[RECORD EXTRACTS — start]

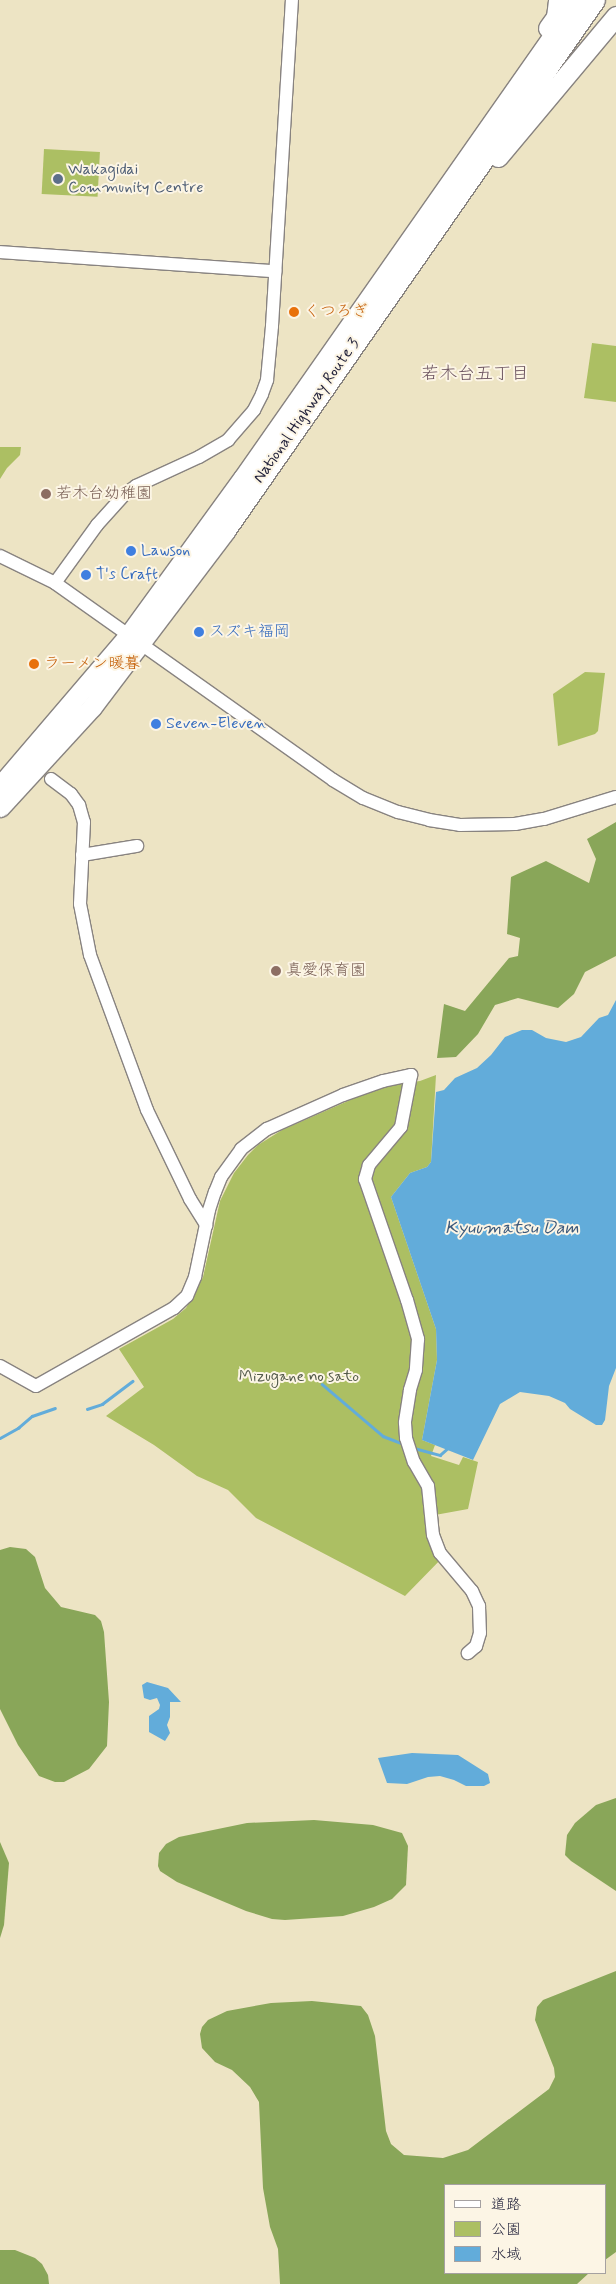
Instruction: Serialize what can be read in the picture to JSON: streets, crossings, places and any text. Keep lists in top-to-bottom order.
{
  "streets": {
    "highway": ["National Highway Route 3"]
  },
  "districts": ["若木台五丁目"],
  "water": ["Kyuumatsu Dam"],
  "parks": ["Mizugane no sato"],
  "places": [
    "Wakagidai Community Centre",
    "くつろぎ",
    "若木台幼稚園",
    "Lawson",
    "T's Craft",
    "スズキ福岡",
    "ラーメン暖暮",
    "Seven-Eleven",
    "真愛保育園"
  ],
  "legend": ["道路", "公園", "水域"]
}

[RECORD EXTRACTS — finish]

> _EXERCISE DETAILS_
Transcribe all of the data above verbatim but omit every picture.

> _OUTPUT FOR THIS EXERCISE_
Instruction: Serialize what can be read in the picture to JSON: streets, crossings, places and any text. Keep lists in top-to-bottom order.
{
  "streets": {
    "highway": ["National Highway Route 3"]
  },
  "districts": ["若木台五丁目"],
  "water": ["Kyuumatsu Dam"],
  "parks": ["Mizugane no sato"],
  "places": [
    "Wakagidai Community Centre",
    "くつろぎ",
    "若木台幼稚園",
    "Lawson",
    "T's Craft",
    "スズキ福岡",
    "ラーメン暖暮",
    "Seven-Eleven",
    "真愛保育園"
  ],
  "legend": ["道路", "公園", "水域"]
}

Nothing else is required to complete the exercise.